▸ What to produce: Give the data again exactly as it appears.

▸ Record set:

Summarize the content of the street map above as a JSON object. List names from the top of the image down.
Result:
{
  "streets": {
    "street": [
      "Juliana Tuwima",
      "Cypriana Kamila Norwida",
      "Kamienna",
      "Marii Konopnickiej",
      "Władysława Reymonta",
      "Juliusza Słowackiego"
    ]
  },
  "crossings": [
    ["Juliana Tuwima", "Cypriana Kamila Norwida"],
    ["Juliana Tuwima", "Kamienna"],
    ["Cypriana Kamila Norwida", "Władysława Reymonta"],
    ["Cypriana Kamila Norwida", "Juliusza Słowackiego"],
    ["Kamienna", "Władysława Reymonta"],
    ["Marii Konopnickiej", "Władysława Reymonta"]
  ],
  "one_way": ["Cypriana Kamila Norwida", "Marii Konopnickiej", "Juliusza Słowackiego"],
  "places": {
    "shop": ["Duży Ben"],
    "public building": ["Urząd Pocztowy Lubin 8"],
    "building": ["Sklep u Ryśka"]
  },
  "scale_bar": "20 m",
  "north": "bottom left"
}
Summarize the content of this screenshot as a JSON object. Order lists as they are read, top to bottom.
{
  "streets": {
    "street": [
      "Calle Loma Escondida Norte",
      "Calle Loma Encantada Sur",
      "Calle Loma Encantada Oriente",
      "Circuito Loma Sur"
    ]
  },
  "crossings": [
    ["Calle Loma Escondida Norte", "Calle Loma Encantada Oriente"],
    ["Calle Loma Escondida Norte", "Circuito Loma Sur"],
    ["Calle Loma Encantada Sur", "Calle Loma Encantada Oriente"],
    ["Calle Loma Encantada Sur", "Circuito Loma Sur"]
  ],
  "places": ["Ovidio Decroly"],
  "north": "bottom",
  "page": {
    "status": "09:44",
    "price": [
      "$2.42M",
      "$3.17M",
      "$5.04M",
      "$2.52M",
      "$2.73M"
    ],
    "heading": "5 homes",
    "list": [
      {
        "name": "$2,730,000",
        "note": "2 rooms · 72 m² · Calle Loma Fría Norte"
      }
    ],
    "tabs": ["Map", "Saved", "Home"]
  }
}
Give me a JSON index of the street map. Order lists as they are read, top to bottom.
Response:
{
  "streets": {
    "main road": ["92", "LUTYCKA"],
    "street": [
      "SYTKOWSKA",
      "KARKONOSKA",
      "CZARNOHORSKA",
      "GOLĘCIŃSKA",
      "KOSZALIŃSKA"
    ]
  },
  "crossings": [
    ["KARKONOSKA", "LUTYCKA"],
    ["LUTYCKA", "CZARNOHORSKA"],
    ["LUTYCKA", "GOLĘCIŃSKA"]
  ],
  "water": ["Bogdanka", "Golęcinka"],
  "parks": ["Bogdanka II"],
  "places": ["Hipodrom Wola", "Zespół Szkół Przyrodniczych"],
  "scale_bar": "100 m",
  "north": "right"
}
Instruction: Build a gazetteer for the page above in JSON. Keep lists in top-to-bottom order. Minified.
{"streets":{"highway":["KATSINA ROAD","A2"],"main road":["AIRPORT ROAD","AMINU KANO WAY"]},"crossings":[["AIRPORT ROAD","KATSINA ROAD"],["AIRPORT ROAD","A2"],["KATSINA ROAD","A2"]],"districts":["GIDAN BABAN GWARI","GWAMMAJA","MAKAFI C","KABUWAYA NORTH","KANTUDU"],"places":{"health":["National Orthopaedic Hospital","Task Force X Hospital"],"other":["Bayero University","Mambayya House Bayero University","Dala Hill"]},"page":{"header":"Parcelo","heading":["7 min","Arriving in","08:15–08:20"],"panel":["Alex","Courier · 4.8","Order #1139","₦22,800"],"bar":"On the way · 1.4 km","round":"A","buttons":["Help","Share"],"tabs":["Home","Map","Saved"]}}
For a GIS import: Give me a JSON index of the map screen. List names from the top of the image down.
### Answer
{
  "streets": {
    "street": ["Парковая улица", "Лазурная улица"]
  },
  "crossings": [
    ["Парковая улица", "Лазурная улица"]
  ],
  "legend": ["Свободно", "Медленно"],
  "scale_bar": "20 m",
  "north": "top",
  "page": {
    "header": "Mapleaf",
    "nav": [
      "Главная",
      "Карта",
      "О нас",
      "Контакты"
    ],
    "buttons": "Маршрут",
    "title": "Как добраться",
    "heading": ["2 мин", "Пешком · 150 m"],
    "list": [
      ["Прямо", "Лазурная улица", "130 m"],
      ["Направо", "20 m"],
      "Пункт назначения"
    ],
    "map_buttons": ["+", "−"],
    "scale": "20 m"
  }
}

▸ Output for this task:
Summarize the content of the street map above as a JSON object. List names from the top of the image down.
Result:
{
  "streets": {
    "street": [
      "Juliana Tuwima",
      "Cypriana Kamila Norwida",
      "Kamienna",
      "Marii Konopnickiej",
      "Władysława Reymonta",
      "Juliusza Słowackiego"
    ]
  },
  "crossings": [
    ["Juliana Tuwima", "Cypriana Kamila Norwida"],
    ["Juliana Tuwima", "Kamienna"],
    ["Cypriana Kamila Norwida", "Władysława Reymonta"],
    ["Cypriana Kamila Norwida", "Juliusza Słowackiego"],
    ["Kamienna", "Władysława Reymonta"],
    ["Marii Konopnickiej", "Władysława Reymonta"]
  ],
  "one_way": ["Cypriana Kamila Norwida", "Marii Konopnickiej", "Juliusza Słowackiego"],
  "places": {
    "shop": ["Duży Ben"],
    "public building": ["Urząd Pocztowy Lubin 8"],
    "building": ["Sklep u Ryśka"]
  },
  "scale_bar": "20 m",
  "north": "bottom left"
}
Summarize the content of this screenshot as a JSON object. Order lists as they are read, top to bottom.
{
  "streets": {
    "street": [
      "Calle Loma Escondida Norte",
      "Calle Loma Encantada Sur",
      "Calle Loma Encantada Oriente",
      "Circuito Loma Sur"
    ]
  },
  "crossings": [
    ["Calle Loma Escondida Norte", "Calle Loma Encantada Oriente"],
    ["Calle Loma Escondida Norte", "Circuito Loma Sur"],
    ["Calle Loma Encantada Sur", "Calle Loma Encantada Oriente"],
    ["Calle Loma Encantada Sur", "Circuito Loma Sur"]
  ],
  "places": ["Ovidio Decroly"],
  "north": "bottom",
  "page": {
    "status": "09:44",
    "price": [
      "$2.42M",
      "$3.17M",
      "$5.04M",
      "$2.52M",
      "$2.73M"
    ],
    "heading": "5 homes",
    "list": [
      {
        "name": "$2,730,000",
        "note": "2 rooms · 72 m² · Calle Loma Fría Norte"
      }
    ],
    "tabs": ["Map", "Saved", "Home"]
  }
}
Give me a JSON index of the street map. Order lists as they are read, top to bottom.
Response:
{
  "streets": {
    "main road": ["92", "LUTYCKA"],
    "street": [
      "SYTKOWSKA",
      "KARKONOSKA",
      "CZARNOHORSKA",
      "GOLĘCIŃSKA",
      "KOSZALIŃSKA"
    ]
  },
  "crossings": [
    ["KARKONOSKA", "LUTYCKA"],
    ["LUTYCKA", "CZARNOHORSKA"],
    ["LUTYCKA", "GOLĘCIŃSKA"]
  ],
  "water": ["Bogdanka", "Golęcinka"],
  "parks": ["Bogdanka II"],
  "places": ["Hipodrom Wola", "Zespół Szkół Przyrodniczych"],
  "scale_bar": "100 m",
  "north": "right"
}
Instruction: Build a gazetteer for the page above in JSON. Keep lists in top-to-bottom order. Minified.
{"streets":{"highway":["KATSINA ROAD","A2"],"main road":["AIRPORT ROAD","AMINU KANO WAY"]},"crossings":[["AIRPORT ROAD","KATSINA ROAD"],["AIRPORT ROAD","A2"],["KATSINA ROAD","A2"]],"districts":["GIDAN BABAN GWARI","GWAMMAJA","MAKAFI C","KABUWAYA NORTH","KANTUDU"],"places":{"health":["National Orthopaedic Hospital","Task Force X Hospital"],"other":["Bayero University","Mambayya House Bayero University","Dala Hill"]},"page":{"header":"Parcelo","heading":["7 min","Arriving in","08:15–08:20"],"panel":["Alex","Courier · 4.8","Order #1139","₦22,800"],"bar":"On the way · 1.4 km","round":"A","buttons":["Help","Share"],"tabs":["Home","Map","Saved"]}}
For a GIS import: Give me a JSON index of the map screen. List names from the top of the image down.
### Answer
{
  "streets": {
    "street": ["Парковая улица", "Лазурная улица"]
  },
  "crossings": [
    ["Парковая улица", "Лазурная улица"]
  ],
  "legend": ["Свободно", "Медленно"],
  "scale_bar": "20 m",
  "north": "top",
  "page": {
    "header": "Mapleaf",
    "nav": [
      "Главная",
      "Карта",
      "О нас",
      "Контакты"
    ],
    "buttons": "Маршрут",
    "title": "Как добраться",
    "heading": ["2 мин", "Пешком · 150 m"],
    "list": [
      ["Прямо", "Лазурная улица", "130 m"],
      ["Направо", "20 m"],
      "Пункт назначения"
    ],
    "map_buttons": ["+", "−"],
    "scale": "20 m"
  }
}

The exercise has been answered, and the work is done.